É na relação simbiótica entre os três que se desenrolará a narrativa. A captação do mundo exterior (visual e sonoro, decorrente das conversas/entrevistas) – e um texto mais será o ponto de partida para a narrativa visual no caderno, que por sua vez entrará num mundo gráfico de ideias e reflexões.
A animação permite às ideias ganharem ritmo e movimento, entrarem em conflito ou prosseguirem desenfreadamente pelas páginas seguintes. Permite também às imagens sair do caderno e saltar para o mundo exterior, se assim a borda da página deixar, pois também ela pode ser o limbo entre dois mundos…
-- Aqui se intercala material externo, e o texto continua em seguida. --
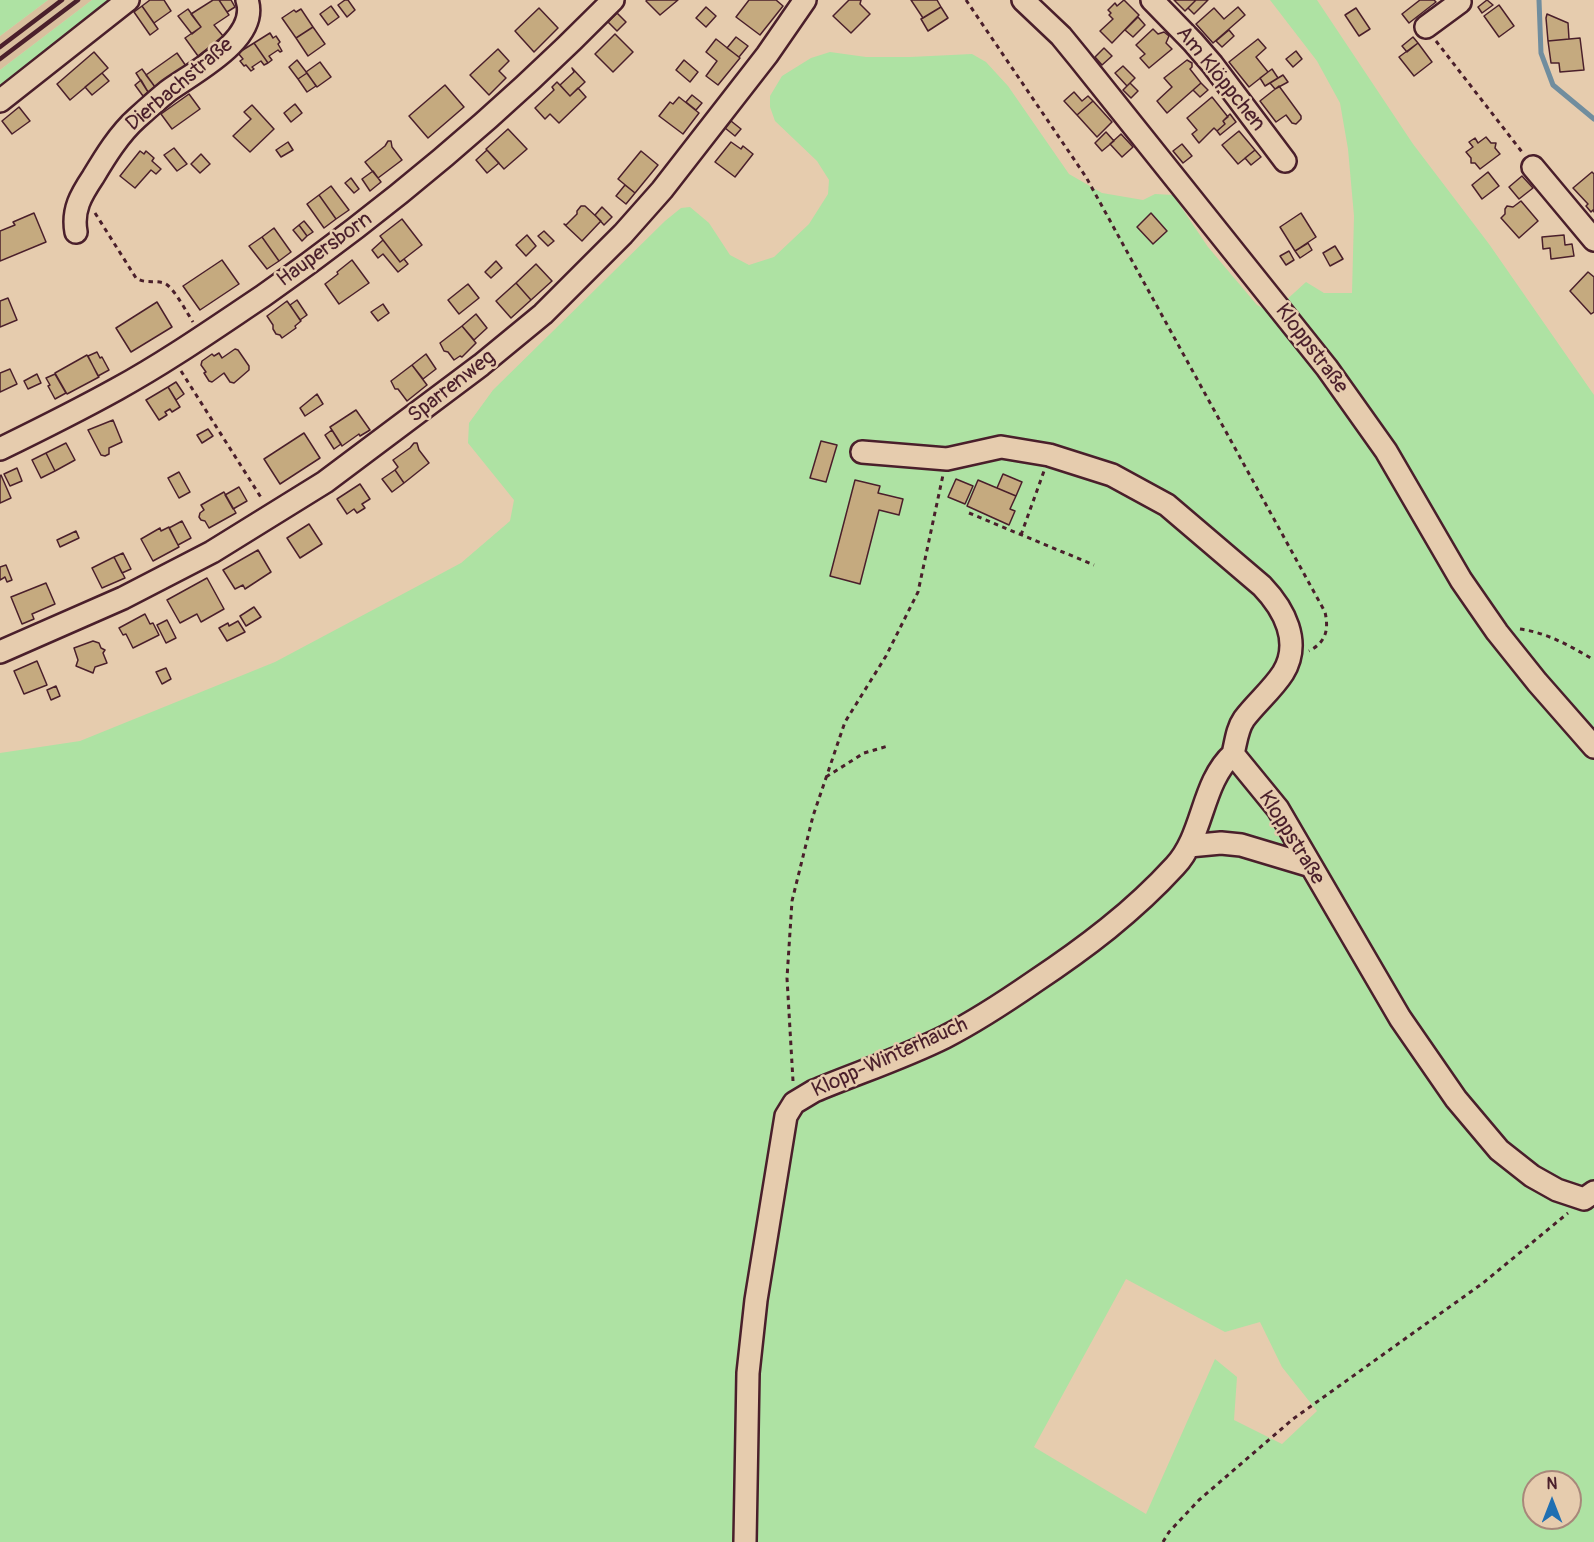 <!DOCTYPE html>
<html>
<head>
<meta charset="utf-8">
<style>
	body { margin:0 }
	#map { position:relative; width:1594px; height:1542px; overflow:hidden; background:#e6ccae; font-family:Pangolin,sans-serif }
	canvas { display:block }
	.north { position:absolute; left:1522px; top:1470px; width:60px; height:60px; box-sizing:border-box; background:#e6ccae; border:2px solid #a8877a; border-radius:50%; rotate:0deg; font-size:16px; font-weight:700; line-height:24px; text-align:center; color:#4a1f2b }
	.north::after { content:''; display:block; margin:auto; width:21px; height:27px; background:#1f6fb2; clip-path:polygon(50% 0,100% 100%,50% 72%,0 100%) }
</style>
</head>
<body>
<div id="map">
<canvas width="1594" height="1542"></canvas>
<div class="north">N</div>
</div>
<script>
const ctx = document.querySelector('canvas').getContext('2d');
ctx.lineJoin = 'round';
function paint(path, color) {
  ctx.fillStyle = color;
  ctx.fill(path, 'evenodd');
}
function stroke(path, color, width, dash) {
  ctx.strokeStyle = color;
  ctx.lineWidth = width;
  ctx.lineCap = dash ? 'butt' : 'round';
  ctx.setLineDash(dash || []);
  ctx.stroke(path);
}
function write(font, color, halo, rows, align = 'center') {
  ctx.font = font + ' Pangolin,sans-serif';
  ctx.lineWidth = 5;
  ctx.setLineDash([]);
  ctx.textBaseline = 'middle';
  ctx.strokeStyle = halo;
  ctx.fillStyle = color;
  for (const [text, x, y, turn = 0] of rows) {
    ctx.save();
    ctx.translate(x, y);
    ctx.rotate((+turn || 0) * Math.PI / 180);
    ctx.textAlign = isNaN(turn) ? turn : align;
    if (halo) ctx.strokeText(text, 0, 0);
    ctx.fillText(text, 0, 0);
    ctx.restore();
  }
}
const built = new Path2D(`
	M48 0H92L0 70V36Z`);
const green = new Path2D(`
	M0 0H48L0 36Z
	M92 0H120L0 95V70Z
	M1270 0H1317L1413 144 1489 244 1594 395V1542H0V753L80 741 275 662 461 563 510 521 514 500 468 443 469 423 493 390 665 221 681 208 690 207 709 223 730 255 749 265 774 257 809 224 828 194 829 180 817 161 775 121 770 107V96L782 76 811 58 830 52 866 57H910L972 54 986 62 1008 86 1069 174 1102 193 1143 200 1155 194 1173 195 1208 247 1257 305 1272 313 1306 282 1324 293H1352L1354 216 1348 149 1340 103 1317 61ZM1126 1279 1225 1332 1260 1322 1282 1367 1317 1411 1282 1444 1234 1420 1237 1377 1215 1359 1146 1514 1034 1447ZM1534 1482H1570V1518H1534Z`);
const stream = new Path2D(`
	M1539 0 1541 53 1553 85 1594 119`);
const building = new Path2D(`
	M150 0H164L171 11 154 23 142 6Z
	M213 0H219L229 15 214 25 223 36 198 56 185 38 201 27 191 14Z
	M219 0H231L235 7 227 12Z
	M345 0H348L355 10 347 17 338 5Z
	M647 0H678L660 15 646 1Z
	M749 0H776L783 6 760 35 736 17Z
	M849 0H861L860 4 870 14 851 33 833 16Z
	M911 0H937L941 7 923 18Z
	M1124 0 1139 15 1112 43 1100 31 1113 19 1109 15 1111 13 1108 10 1115 3 1117 6Z
	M1174 0H1196L1185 11Z
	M1196 0H1208L1194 14 1188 8Z
	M1420 0H1434L1436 2 1409 23 1402 14Z
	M1487 0 1493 5 1482 13 1478 7Z
	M1499 5 1514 26 1499 37 1484 16Z
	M142 6 158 29 150 35 134 12Z
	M331 6 339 17 328 25 320 14Z
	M706 7 716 16 706 27 696 18Z
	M941 7 948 18 928 31 921 19Z
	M1238 7 1245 15 1213 43 1196 24 1214 8 1224 19Z
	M539 8 558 28 534 52 515 31Z
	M1356 8 1370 29 1359 36 1345 15Z
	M188 9 201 27 192 34 178 16Z
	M301 9 313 27 296 38 282 18 294 10 296 12Z
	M617 13 626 22 617 31 608 22Z
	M1547 14 1568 23 1569 39 1548 41 1546 18Z
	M1138 17 1145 25 1133 37 1125 30Z
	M313 27 325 44 308 56 296 38Z
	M1153 29 1158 34 1164 32 1169 36 1166 43 1172 49 1149 68 1140 58 1145 54 1136 45Z
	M1229 30 1234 36 1222 47 1216 41Z
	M270 33 273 38 276 36 280 42 278 44 282 51 280 52 278 50 269 56 272 60 268 63 254 43Z
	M615 34 633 52 613 72 595 54Z
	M736 37 748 46 739 57 727 48Z
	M1413 37 1418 43 1407 52 1402 46Z
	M1580 38 1584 70 1560 72 1559 63H1551L1548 41Z
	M716 39 740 58 718 85 706 76 717 61 706 52Z
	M1258 39 1266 48 1256 57 1268 72 1249 87 1229 62Z
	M254 43 268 63 264 65 261 61 252 67 254 69 251 71 246 65 244 66 240 61 243 59 238 53Z
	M1418 43 1432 62 1414 76 1399 57Z
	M1104 48 1112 56 1102 65 1095 57Z
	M498 49 509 61 499 71 506 78 489 95 470 75Z
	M1296 51 1302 59 1293 67 1286 59Z
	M94 52 108 68 70 100 57 84Z
	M177 53 186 66 155 87 146 75Z
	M297 60 307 73 298 79 289 67Z
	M684 60 698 72 690 82 676 70Z
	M1187 60 1192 63V67L1190 69 1201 83 1167 113 1157 101 1172 87 1164 78Z
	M320 62 331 77 317 87 306 72Z
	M1123 66 1135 78 1127 86 1115 73Z
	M572 68 585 82 570 96 560 85 574 72Z
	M142 69 155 87 148 92 136 73Z
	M1272 69 1278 78 1265 86 1260 78Z
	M102 73 109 81 92 95 85 87Z
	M307 73 316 86 307 92 298 79Z
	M1283 75 1288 82 1275 89 1270 83Z
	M141 80 148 92 143 96 135 85Z
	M557 82 570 96 578 88 586 97 559 123 550 114 545 119 535 108 554 90 552 87Z
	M1130 83 1138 91 1131 98 1123 90Z
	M1201 83 1208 90 1200 97 1193 90Z
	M445 85 464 107 428 138 409 116Z
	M1279 86 1301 116V119L1296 124 1292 123 1286 115 1276 122 1260 101Z
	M1074 92 1082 101 1088 96 1093 101 1077 115 1064 101Z
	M189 94 200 109 172 129 161 114Z
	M692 95 702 103 696 110 686 102Z
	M679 97 699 113 683 134 659 116 670 102 673 104Z
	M1212 97 1228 117 1223 121 1225 124 1217 131 1214 128 1199 143 1192 134 1197 130 1187 118Z
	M1093 101 1112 122 1097 137 1077 115Z
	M295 104 302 113 291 122 284 113Z
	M252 105 274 129 250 152 233 136 251 119 244 112Z
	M19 107 30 121 12 134 2 121Z
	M1230 114 1236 122 1220 135 1217 131 1225 124 1223 121Z
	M731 121 741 129 735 136 725 128Z
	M508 129 527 149 504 169 486 149Z
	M1239 131 1255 150 1238 164 1222 145Z
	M1106 132 1114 141 1102 151 1095 143Z
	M1121 134 1133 147 1122 157 1110 144Z
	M1486 137 1491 143H1496L1495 148 1500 154 1480 169 1475 163H1471V158L1466 152 1473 147 1469 142 1475 138 1478 143Z
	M388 141H391L392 147 402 160 378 178 365 162 385 146Z
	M288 142 293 150 281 157 276 150Z
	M731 142 741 149 743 146 753 154 735 177 715 162Z
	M1182 144 1192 156 1183 163 1173 151Z
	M174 148 187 164 177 171 164 155Z
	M487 150 499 163 487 173 476 160Z
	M1255 150 1261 157 1251 165 1245 158Z
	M140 151 144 154 146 151 154 158 152 161 161 169 156 174 151 170 135 188 120 176Z
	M641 151 658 165 635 193 618 179Z
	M201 154 210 164 200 173 191 164Z
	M373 171 381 182 370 191 362 179Z
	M1488 172 1499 186 1482 199 1472 185Z
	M1592 172 1594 174V212L1593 210 1591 212 1586 206 1588 204 1573 188Z
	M1522 176 1533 188 1519 199 1509 187Z
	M351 178 359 189 354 193 345 183Z
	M625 185 635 193 626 204 616 196Z
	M331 186 349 210 336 219 319 195Z
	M319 195 336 219 324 228 307 204Z
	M1521 201 1538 221 1519 238 1501 218 1505 214V209L1507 206 1513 207Z
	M581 206H585L601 221 582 241 564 224 566 225 577 214V211Z
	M602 207 612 217 604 225 595 215Z
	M34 213 46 242 0 261V231L15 225 13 222Z
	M1151 213 1167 231 1153 244 1137 227Z
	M1301 213 1316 237 1295 251 1280 227Z
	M402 219 422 245 400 262 380 236Z
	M304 221 313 232 307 236 299 225Z
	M299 225 307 236 302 241 293 230Z
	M274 228 291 252 279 261 262 237Z
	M544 231 554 241 548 246 538 236Z
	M527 235 536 246 526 256 516 245Z
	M1564 235 1565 245 1572 244 1574 256 1551 259 1550 248 1543 249 1542 237Z
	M262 237 279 261 267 269 249 246Z
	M383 240 400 262 404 259 408 264 398 272 383 254 378 258 372 250Z
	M1308 243 1312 250 1300 258 1295 251Z
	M1335 246 1343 259 1330 266 1323 253Z
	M1289 251 1294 260 1286 265 1280 256Z
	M222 260 239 284 200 310 183 286Z
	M352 260 369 283 339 304 325 284 338 274 337 272Z
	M496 261 502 268 491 278 485 272Z
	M536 264 552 281 531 300 516 283Z
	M1588 272 1594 277V312L1591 314 1570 291Z
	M516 283 531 300 511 318 496 301Z
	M468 284 479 298 459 314 448 300Z
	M8 298 17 320 0 327V301Z
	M297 300 307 315 300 320 290 305Z
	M287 301 301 321 295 326 296 328 282 338 280 335 276 334 273 329V325L267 316Z
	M157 302 172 327 131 352 116 328Z
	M383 304 389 313 378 321 371 312Z
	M476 314 487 328 474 340 462 326Z
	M462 326 476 343 462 357 460 356 454 360 448 352 444 351 440 343Z
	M235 349 238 350 249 366V370L234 383 230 382 224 373 212 382 209 381 204 373 206 372 201 365 202 361 212 354 214 356 219 353 222 358Z
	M97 352 100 358 102 357 109 370 98 376 88 356Z
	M426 354 436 369 423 379 412 365Z
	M87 355 99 377 67 394 55 373Z
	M412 365 427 385 407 401 398 389H395L391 381Z
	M10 369 17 384 0 392V373Z
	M37 374 41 383 28 389 24 381Z
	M55 374 66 393 55 399 48 386 50 385 46 378Z
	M176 382 184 394 176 400 168 387Z
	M168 387 180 407 172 412 170 409 165 412 167 415 159 420 146 400Z
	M317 394 323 404 305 416 300 408Z
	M356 410 370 430 360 436 359 434 342 446 330 427Z
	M113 420 122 442 109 448V454L105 456 101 455 88 430Z
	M208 429 213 436 202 443 197 435Z
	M332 430 341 444 334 449 325 435Z
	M304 433 320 458 280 484 264 459Z
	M821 441 837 445 826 482 810 478Z
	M66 443 75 460 55 471 46 453Z
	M414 443H417L419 450 429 463 404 483 395 470 398 467 393 460 410 448Z
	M46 453 55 471 41 478 32 460Z
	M17 468 22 481 10 486 4 474Z
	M395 470 404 483 392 492 382 479Z
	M179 472 190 492 179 498 168 478Z
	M1003 474 1022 482 1016 496 997 488Z
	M1 475 11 498 0 503V476Z
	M956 479 973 486 965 504 948 497Z
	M855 480 880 486 878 493 903 499 899 515 879 510 860 584 830 576Z
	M978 480 1016 496 1010 509 1015 511 1009 525 967 506Z
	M360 484 370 499 362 504 365 508 357 513 354 509 347 514 337 499Z
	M239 487 247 501 233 509 225 495Z
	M224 492 236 513 209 528 205 521 201 520 199 517 200 513 204 510 201 505Z
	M182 521 191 538 178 545 169 528Z
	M309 524 322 544 300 558 287 538Z
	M169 527 179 547 153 561 141 539 160 528 161 531Z
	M76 531 79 538 60 547 57 540Z
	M258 550 271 572 245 589 243 585 235 589 223 570Z
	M123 553 131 569 122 573 114 557Z
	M114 557 125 578 102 588 92 568Z
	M6 565 12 580 7 582 5 577 0 580V567Z
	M207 578 224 609 201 622 197 614 180 623 167 600Z
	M46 583 55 604 32 614 34 619 22 624 11 597Z
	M254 607 261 617 246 626 240 616Z
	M145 614 150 624 153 623 159 635 133 648 126 634 123 635 119 628Z
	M167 620 176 638 166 643 157 625Z
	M238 621 245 632 227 641 219 628 228 623 229 626Z
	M93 641 99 643 101 648 105 650 103 653 107 663 95 667 93 673 76 666 78 660 74 648Z
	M37 661 47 685 24 694 14 671Z
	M166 668 171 679 162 684 156 672Z
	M56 686 60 696 51 700 47 690Z`);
const path = new Path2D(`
	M966 0 1086 177 1325 612C1329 630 1326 642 1309 651
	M1436 41 1522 152
	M95 213 136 278C145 284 154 280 164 283 173 286 187 313 193 322
	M181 371 262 499
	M969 513 1094 565
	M1021 535 1044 471
	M1520 629C1548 633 1570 646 1594 660
	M826 777 864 753 888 746
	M793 1081 787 978 792 901 813 816 845 722 886 656 918 592 943 475
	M1163 1542 1169 1532 1199 1500 1293 1419 1483 1283 1568 1213`);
const minor = new Path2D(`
	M1023 0 1061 36 1079 58 1327 368 1386 451 1461 580 1497 632 1537 682 1594 747
	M1152 0 1193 42 1212 64 1285 161
	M1426 27 1460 2
	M0 101 128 0
	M1533 167 1594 240
	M76 232C72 210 81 195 93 177 105 157 119 134 137 118 147 109 157 100 168 91 194 72 260 39 247 0
	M0 449C39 430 79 410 117 389 168 361 215 328 263 296 389 208 505 110 613 0
	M862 452 947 459 1001 447 1049 455 1112 475 1167 505 1262 586C1284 609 1302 642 1283 673 1272 690 1256 703 1244 719 1237 729 1236 742 1233 754L1278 809 1400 1018 1456 1099 1499 1150 1532 1176 1557 1190 1584 1199 1594 1192
	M0 652 123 598 212 552 325 482 481 365 543 314 623 234 662 190 767 55 805 0
	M1189 846 1221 843 1241 845 1311 866
	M745 1542 748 1373 756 1300 786 1116 794 1103 814 1091C857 1073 903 1058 945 1037 976 1021 1005 1002 1034 982 1085 948 1133 912 1175 866 1204 835 1201 783 1233 754`);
const rail = new Path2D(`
	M0 47 62 0
	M0 59 78 0`);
const streetNames = [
	["Am Klöppchen",1220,79,51],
	["Dierbachstraße",180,85,-40],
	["Haupersborn",325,250,-36],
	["Kloppstraße",1311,349,53],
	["Sparrenweg",452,387,-38],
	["Kloppstraße",1291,838,58],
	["Klopp-Winterhauch",890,1058,-24]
];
paint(built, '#d9bf9e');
paint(green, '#aee2a3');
stroke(stream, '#708d9e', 5);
paint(building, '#c5aa7f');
stroke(building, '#4a1f2b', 1.5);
stroke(minor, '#4a1f2b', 26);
stroke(path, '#4a1f2b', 3, [4.5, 4.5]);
stroke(minor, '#e6ccae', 21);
stroke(rail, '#4a1f2b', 4.5);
write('21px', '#4a1f2b', '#e6ccae', streetNames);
</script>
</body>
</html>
Tecnicamente, o filme dividir-se-á entre a animação 2D (fazendo uso do desenho e da colagem), a imagem real (situando o caderno num lugar específico quando assim a narrativa o pedir) e a animação de objectos, como por exemplo o manuseio do caderno e das suas folhas.
Experimentação plástica no/a partir do caderno-objecto, desde a pesquisa da linguagem gráfica à interacção entre o desenho e o caderno. Por exemplo, os retrocessos no raciocínio que se podem traduzir em desenhos que se apagam, tentam esconder-se com colagens, se rasgam, etc. Gravação de imagem real e testes de interacção entre o caderno e a imagem real, em conjunção com a animação 2D e animação de objectos.